Qinjie Weng1,2,3, Heng Sun2,4, Chunyan Fang1,3, Fan Xia2,4, Hongwei Liao4, Jiyoung Lee4, Jincheng Wang1,3, An Xie2,4, Jiafeng Ren2,4, Xia Guo2,4, Fangyuan Li1,2,4, Bo Yang1,2,3, Daishun Ling5,6,7,8.   

Abstract

Acute kidney injury (AKI) is a prevalent and lethal adverse event that severely affects cancer patients receiving chemotherapy. It is correlated with the collateral damage to renal cells caused by reactive oxygen species (ROS). Currently, ROS management is a practical strategy that can reduce the risk of chemotherapy-related AKI, but at the cost of chemotherapeutic efficacy. Herein, we report catalytic activity tunable ceria nanoparticles (CNPs) that can prevent chemotherapy-induced AKI without interference with chemotherapeutic agents.

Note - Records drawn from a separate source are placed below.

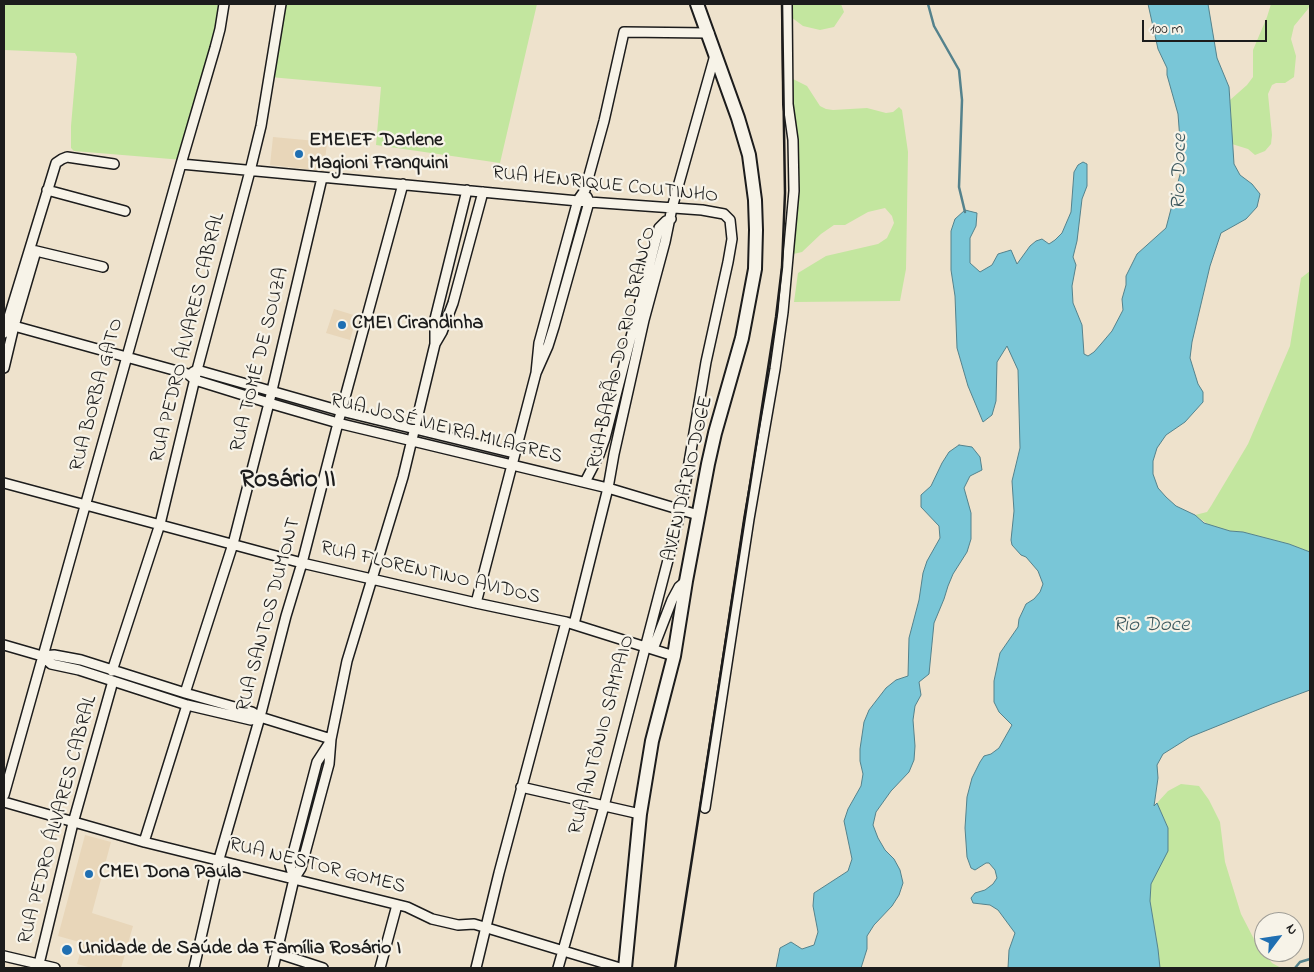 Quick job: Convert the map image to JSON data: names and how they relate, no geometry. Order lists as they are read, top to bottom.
{
  "streets": {
    "street": [
      "RUA HENRIQUE COUTINHO",
      "RUA PEDRO ÁLVARES CABRAL",
      "RUA BARÃO DO RIO BRANCO",
      "RUA TOMÉ DE SOUZA",
      "RUA BORBA GATO",
      "RUA JOSÉ VIEIRA MILAGRES",
      "AVENIDA RIO DOCE",
      "RUA FLORENTINO AVIDOS",
      "RUA SANTOS DUMONT",
      "RUA ANTÔNIO SAMPAIO",
      "RUA NESTOR GOMES"
    ]
  },
  "crossings": [
    ["RUA HENRIQUE COUTINHO", "RUA PEDRO ÁLVARES CABRAL"],
    ["RUA HENRIQUE COUTINHO", "RUA BARÃO DO RIO BRANCO"],
    ["RUA HENRIQUE COUTINHO", "RUA TOMÉ DE SOUZA"],
    ["RUA HENRIQUE COUTINHO", "RUA BORBA GATO"],
    ["RUA HENRIQUE COUTINHO", "RUA JOSÉ VIEIRA MILAGRES"],
    ["RUA HENRIQUE COUTINHO", "RUA SANTOS DUMONT"],
    ["RUA HENRIQUE COUTINHO", "RUA ANTÔNIO SAMPAIO"],
    ["RUA PEDRO ÁLVARES CABRAL", "RUA JOSÉ VIEIRA MILAGRES"],
    ["RUA PEDRO ÁLVARES CABRAL", "RUA FLORENTINO AVIDOS"],
    ["RUA PEDRO ÁLVARES CABRAL", "RUA NESTOR GOMES"],
    ["RUA BARÃO DO RIO BRANCO", "RUA JOSÉ VIEIRA MILAGRES"],
    ["RUA BARÃO DO RIO BRANCO", "AVENIDA RIO DOCE"],
    ["RUA BARÃO DO RIO BRANCO", "RUA FLORENTINO AVIDOS"],
    ["RUA TOMÉ DE SOUZA", "RUA JOSÉ VIEIRA MILAGRES"],
    ["RUA TOMÉ DE SOUZA", "RUA FLORENTINO AVIDOS"],
    ["RUA BORBA GATO", "RUA JOSÉ VIEIRA MILAGRES"],
    ["RUA BORBA GATO", "RUA FLORENTINO AVIDOS"],
    ["RUA JOSÉ VIEIRA MILAGRES", "AVENIDA RIO DOCE"],
    ["RUA JOSÉ VIEIRA MILAGRES", "RUA SANTOS DUMONT"],
    ["RUA JOSÉ VIEIRA MILAGRES", "RUA ANTÔNIO SAMPAIO"],
    ["AVENIDA RIO DOCE", "RUA FLORENTINO AVIDOS"],
    ["RUA FLORENTINO AVIDOS", "RUA SANTOS DUMONT"],
    ["RUA FLORENTINO AVIDOS", "RUA ANTÔNIO SAMPAIO"],
    ["RUA SANTOS DUMONT", "RUA NESTOR GOMES"],
    ["RUA ANTÔNIO SAMPAIO", "RUA NESTOR GOMES"]
  ],
  "districts": ["Rosário II"],
  "water": ["Rio Doce"],
  "places": [
    "EMEIEF Darlene Magioni Franquini",
    "CMEI Cirandinha",
    "CMEI Dona Paula",
    "Unidade de Saúde da Família Rosário I"
  ],
  "scale_bar": "100 m",
  "north": "top right"
}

Specifically, in the renal cortex, CNPs exhibit catalytic activity that decomposes hydrogen peroxide, and subsequently regulate the ROS-involved genes by activating the Nrf2/Keap1 signaling pathway. These restore the redox homeostasis for the protection of kidney tubules. Under an acidic tumor microenvironment, CNPs become inert due to the excessive H+ that disrupts the re-exposure of active catalytic sites, allowing a buildup of chemotherapy-mediated ROS generation to kill cancer cells. As ROS-modulating agents, CNPs incorporated with context-dependent catalytic activity, hold a great potential for clinical prevention and treatment of AKI in cancer patients.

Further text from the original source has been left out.